Ständig nur noch Streik? Das Gefühl täuscht, sagt Expertin

In Deutschland streiken Menschen weniger als in anderen Ländern. Warum es sich trotzdem mehr anfühlt und wie jeder von uns von Streiks profitieren kann.
In diesen Tagen kommt es bundesweit zu vielen Streiks – bei der Post, im öffentlichen Nahverkehr, in Kitas oder Flughäfen. Gefühlt können wir uns vor Streiks nicht mehr retten. Stimmt dieser Eindruck? Und sind Deutsche besonders streitlustig? Der Bayerische Rundfunk (BR) hat Johannna Wenckebach, die wissenschaftliche Direktorin des Hugo-Sinzheim-Instituts für Arbeits und Sozialrecht (HSI) gefragt.
Ende der Pandemie und Inflation führen zu mehr Streiks, sagt Expertin
Tatsächlich streiken die Deutschen zurzeit mehr und intensiver, bestätigt Wenckeback beim BR. Aus der Zeit der Pandemie, in der keine Streiks stattfinden konnten, sei einiges nachzuholen. Hinzukommt, dass die Debatte über die Wichtigkeit von systemrelevanten Berufen in diesem Zeitraum erst richtig in Fahrt kam. Zum Beispiel klatschten die Menschen an den Fenstern für Pfleger:innen.
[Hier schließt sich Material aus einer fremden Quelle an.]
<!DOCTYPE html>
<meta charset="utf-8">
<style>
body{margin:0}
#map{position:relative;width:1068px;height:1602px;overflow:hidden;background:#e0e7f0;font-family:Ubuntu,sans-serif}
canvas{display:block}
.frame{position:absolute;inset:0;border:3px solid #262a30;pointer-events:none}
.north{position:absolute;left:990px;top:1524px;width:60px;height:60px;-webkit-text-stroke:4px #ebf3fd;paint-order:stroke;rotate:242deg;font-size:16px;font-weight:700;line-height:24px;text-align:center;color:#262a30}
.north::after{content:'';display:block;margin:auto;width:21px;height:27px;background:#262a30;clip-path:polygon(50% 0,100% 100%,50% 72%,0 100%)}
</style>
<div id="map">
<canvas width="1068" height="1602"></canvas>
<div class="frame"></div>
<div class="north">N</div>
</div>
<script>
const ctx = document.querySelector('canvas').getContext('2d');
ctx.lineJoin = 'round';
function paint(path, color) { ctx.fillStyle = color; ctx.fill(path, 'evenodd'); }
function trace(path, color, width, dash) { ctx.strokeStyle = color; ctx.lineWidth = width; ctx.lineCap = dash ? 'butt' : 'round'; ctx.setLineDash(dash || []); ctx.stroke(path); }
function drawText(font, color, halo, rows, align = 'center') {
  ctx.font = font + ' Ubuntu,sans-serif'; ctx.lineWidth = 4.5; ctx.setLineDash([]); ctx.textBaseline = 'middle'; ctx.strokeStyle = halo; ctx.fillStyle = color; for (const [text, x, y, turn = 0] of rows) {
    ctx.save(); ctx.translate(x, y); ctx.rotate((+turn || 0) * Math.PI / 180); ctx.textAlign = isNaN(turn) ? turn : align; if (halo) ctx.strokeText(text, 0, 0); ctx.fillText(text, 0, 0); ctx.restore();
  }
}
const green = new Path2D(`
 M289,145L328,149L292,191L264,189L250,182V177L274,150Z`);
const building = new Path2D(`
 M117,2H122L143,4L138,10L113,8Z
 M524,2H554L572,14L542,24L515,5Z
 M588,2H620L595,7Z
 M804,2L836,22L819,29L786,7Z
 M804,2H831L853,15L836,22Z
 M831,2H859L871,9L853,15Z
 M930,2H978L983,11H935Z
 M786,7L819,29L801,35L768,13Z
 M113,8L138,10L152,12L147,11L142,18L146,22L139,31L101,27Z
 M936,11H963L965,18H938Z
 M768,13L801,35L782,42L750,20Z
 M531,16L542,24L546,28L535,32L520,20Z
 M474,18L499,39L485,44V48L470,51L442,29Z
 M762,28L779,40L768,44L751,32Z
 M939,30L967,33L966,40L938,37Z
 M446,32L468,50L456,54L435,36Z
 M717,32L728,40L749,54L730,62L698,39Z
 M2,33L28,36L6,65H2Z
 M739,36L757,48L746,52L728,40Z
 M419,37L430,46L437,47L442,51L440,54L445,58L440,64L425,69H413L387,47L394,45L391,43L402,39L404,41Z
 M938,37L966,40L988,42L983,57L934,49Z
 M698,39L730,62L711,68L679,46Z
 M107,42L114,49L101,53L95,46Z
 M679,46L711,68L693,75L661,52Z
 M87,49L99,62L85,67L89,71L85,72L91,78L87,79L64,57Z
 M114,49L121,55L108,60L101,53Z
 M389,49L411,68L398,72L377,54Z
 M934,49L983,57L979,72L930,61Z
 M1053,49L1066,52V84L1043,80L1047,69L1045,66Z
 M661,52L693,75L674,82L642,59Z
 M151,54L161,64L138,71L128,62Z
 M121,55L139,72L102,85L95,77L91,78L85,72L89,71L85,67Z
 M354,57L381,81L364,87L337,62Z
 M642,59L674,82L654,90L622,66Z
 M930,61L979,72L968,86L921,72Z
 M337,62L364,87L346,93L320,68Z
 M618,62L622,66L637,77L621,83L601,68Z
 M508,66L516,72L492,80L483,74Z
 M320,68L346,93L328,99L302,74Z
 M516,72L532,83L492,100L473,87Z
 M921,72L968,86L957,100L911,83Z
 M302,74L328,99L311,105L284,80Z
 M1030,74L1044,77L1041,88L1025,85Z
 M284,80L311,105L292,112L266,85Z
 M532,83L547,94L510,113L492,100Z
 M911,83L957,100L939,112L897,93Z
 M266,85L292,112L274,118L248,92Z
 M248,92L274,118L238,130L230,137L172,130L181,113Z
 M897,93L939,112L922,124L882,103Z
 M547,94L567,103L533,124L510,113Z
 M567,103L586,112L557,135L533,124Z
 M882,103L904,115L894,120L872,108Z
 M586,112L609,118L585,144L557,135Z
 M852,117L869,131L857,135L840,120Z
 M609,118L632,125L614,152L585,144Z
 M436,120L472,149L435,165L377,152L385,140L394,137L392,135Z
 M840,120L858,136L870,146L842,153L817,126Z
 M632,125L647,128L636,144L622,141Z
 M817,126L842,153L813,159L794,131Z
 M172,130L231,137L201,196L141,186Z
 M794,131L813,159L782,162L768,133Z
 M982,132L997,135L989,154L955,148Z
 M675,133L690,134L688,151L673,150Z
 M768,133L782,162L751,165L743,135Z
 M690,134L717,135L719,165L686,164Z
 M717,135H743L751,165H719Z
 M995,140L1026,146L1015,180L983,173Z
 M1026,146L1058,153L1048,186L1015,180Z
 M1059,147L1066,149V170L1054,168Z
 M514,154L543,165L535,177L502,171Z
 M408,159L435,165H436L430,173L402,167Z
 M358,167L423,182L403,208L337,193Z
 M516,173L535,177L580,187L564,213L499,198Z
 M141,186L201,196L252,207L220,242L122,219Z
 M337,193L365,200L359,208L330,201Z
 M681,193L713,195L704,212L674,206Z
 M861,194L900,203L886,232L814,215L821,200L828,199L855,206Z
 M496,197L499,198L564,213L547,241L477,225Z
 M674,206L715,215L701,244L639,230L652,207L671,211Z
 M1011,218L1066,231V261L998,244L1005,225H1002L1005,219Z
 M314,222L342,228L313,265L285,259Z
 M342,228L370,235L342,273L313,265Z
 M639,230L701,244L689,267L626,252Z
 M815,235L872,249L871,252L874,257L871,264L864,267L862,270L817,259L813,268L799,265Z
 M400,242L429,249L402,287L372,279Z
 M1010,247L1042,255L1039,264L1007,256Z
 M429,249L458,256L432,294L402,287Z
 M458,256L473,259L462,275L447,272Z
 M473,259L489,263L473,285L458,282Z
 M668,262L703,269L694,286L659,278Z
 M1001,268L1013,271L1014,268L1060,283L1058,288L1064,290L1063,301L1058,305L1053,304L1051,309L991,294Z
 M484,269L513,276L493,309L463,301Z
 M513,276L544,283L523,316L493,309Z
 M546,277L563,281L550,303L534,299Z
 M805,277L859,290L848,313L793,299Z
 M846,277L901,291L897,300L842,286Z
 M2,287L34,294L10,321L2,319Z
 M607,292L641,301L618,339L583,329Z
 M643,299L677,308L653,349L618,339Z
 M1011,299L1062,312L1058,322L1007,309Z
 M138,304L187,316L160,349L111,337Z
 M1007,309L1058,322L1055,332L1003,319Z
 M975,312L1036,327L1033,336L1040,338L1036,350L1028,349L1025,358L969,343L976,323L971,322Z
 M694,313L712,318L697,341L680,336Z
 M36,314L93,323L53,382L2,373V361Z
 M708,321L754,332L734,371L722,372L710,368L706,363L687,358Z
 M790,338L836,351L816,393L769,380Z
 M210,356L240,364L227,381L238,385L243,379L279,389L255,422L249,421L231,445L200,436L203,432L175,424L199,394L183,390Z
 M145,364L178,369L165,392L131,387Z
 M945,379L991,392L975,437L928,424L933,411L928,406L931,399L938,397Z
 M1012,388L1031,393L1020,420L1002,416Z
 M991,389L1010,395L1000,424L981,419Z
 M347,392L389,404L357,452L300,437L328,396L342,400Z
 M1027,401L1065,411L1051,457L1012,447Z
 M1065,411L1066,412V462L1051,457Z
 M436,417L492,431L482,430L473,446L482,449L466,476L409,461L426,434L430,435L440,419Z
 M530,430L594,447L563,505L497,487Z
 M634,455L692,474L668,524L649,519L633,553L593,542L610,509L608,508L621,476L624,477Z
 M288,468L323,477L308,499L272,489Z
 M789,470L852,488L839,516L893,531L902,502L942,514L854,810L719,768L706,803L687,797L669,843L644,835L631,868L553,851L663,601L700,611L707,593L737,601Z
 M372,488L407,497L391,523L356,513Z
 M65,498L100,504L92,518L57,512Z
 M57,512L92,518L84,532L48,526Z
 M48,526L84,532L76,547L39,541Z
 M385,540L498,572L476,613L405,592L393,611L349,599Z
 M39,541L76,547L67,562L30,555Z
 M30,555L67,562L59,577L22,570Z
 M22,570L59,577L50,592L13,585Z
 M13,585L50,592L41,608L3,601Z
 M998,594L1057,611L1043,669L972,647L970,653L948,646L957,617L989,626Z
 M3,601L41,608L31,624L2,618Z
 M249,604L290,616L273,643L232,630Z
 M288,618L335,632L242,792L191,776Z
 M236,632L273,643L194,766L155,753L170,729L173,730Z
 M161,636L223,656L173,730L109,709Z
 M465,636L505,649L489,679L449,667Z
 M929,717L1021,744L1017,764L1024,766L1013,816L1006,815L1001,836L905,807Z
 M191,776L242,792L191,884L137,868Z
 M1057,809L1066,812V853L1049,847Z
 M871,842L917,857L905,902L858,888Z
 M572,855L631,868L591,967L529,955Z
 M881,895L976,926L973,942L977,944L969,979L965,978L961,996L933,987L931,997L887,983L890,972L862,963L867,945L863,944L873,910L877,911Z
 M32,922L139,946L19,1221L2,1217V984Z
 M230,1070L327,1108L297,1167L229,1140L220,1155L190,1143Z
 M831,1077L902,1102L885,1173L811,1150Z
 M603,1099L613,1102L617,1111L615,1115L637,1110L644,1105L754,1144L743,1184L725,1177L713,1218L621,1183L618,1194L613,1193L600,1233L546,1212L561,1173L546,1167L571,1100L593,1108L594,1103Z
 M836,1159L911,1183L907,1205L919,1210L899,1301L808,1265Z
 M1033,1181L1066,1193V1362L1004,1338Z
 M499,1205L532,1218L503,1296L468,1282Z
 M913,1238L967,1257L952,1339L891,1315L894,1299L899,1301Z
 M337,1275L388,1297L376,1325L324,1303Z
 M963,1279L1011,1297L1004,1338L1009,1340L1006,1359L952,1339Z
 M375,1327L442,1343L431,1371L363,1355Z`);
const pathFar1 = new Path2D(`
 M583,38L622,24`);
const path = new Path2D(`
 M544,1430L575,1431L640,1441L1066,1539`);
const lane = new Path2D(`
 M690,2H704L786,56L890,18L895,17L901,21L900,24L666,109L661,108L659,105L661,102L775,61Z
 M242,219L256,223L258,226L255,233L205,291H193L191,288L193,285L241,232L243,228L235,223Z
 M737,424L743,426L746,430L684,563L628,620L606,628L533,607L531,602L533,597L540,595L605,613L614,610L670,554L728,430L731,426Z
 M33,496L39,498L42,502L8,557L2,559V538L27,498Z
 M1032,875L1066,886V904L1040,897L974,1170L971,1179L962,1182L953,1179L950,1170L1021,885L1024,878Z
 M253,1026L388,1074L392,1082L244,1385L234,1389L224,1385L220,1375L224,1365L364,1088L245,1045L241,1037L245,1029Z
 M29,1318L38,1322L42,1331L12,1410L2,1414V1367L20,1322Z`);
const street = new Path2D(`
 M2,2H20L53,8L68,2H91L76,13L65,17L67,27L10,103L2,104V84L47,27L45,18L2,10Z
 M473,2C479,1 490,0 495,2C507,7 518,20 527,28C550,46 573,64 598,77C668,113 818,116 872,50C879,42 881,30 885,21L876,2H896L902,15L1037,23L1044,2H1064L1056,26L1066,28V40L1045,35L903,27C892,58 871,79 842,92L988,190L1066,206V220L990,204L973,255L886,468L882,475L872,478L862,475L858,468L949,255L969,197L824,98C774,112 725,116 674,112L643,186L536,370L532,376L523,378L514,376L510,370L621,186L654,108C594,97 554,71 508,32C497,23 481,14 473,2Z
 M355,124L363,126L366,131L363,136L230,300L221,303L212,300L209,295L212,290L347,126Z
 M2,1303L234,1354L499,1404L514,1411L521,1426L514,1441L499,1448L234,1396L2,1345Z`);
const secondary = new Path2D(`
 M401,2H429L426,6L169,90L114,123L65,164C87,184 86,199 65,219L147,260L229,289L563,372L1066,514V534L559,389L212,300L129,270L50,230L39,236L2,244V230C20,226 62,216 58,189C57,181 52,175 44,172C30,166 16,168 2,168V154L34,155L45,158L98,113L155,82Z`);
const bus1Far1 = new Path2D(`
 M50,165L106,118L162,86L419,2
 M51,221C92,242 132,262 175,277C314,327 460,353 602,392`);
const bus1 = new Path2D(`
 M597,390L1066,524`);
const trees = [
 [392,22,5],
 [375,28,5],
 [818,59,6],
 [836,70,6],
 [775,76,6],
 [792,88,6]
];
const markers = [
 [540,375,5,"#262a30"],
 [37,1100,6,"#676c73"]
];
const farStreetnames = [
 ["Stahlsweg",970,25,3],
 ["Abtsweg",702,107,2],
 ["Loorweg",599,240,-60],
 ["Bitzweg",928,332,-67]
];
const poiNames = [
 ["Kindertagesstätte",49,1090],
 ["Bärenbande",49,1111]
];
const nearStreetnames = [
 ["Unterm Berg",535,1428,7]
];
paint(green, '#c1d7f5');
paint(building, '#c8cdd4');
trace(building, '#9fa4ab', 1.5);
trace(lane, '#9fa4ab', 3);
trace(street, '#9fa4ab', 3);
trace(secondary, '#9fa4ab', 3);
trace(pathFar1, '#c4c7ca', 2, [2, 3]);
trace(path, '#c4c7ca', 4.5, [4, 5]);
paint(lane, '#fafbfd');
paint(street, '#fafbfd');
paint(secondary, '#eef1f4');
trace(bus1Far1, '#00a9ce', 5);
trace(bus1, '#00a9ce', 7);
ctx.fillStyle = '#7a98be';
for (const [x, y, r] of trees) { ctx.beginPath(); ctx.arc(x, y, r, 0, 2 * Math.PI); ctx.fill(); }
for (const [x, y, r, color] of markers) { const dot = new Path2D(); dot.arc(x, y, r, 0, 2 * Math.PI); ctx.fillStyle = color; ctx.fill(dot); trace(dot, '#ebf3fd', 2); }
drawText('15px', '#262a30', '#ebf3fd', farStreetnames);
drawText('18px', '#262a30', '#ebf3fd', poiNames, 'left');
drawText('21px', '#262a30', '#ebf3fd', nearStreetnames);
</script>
Nicht nur die Deutsche Krankenhausgesellschaft (DKG) fordert bessere Arbeitsbedingungen und Gehälter.
„Es hat sich mit dem Ende der Pandemie nicht erledigt, dass die Arbeitsbedingungen so schlecht sind, dass Menschen bestimmte Berufe, die wichtig für uns als Gesellschaft sind, nicht mehr ausüben wollen“, sagt Wenckeback. Ein neues Bedürfnis, dass es so vorher nicht gab, rege die Menschen ebenfalls zum Streik an: „nämlich mit dieser Inflation klarzukommen“.
Wahrnehmung, wie viel gestreikt wird, kann täuschen
Von einer streiklustigen Nation kann trotz der aktuellen Streiks nicht die Rede sein, macht Wenckeback im BR deutlich. Im internationalen Vergleich liegt Deutschland ihr zufolge weiterhin im Mittelfeld. „Es gibt weniger Arbeitstage, die streikbedingt ausfallen, als in Ländern wie Frankreich, Finnland, Spanien, Dänemark“, sagt sie. Grund sei, dass in Deutschland auf betrieblicher Ebene bereits viele Konflikte geregelt werden, die in anderen Ländern zu Streiks führen.
Die Wahrnehmung, wie viel und wie heftig gestreikt wird, kann täuschen, erklärt Wenckeback beim BR. Ob wir einen Streik überhaupt wahrnehmen, hänge nämlich davon ab, wie sehr man als Kund:in davon betroffen ist. „Wenn die Bahnen mal nicht fahren, bekommt man das deutlicher mit und es erscheint einem viel größer, als wenn Millionen Beschäftigte, was in den letzten Jahren auch passiert ist, in 24h-stündige Aufstände in der Metall- und Elektroindustrie treten.“
Streiks können nicht nur für Betroffene einen Vorteil haben
Wenckeback weist beim BR darauf hin, dass Streik nicht nur für die Betroffenen, sondern für alle Menschen einen Vorteil haben könne. Ein Streik im ÖPNV führt oftmals zu Ärger. Dabei könnten Bahnkund:innen ja auch den Hinweis von Wenckeback bedenken: „Oft fallen Züge ja nicht aus, weil gestreikt wird, sondern weil der Krankenstand zu hoch ist und es zu wenige Beschäftigte gibt, die Lust haben, diese Arbeit auszuüben.“
Bessere Arbeitsbedingungen im öffentlichen Dienst können also zu Entlastungen auf beiden Seiten führen. So finden auch Eltern keinen Kitaplatz, wenn es nicht genug Erzieher:innen gibt. Arbeitsbedingungen und geringer Gehalt im Erzieher-Job schrecken besonders junge Männer ab.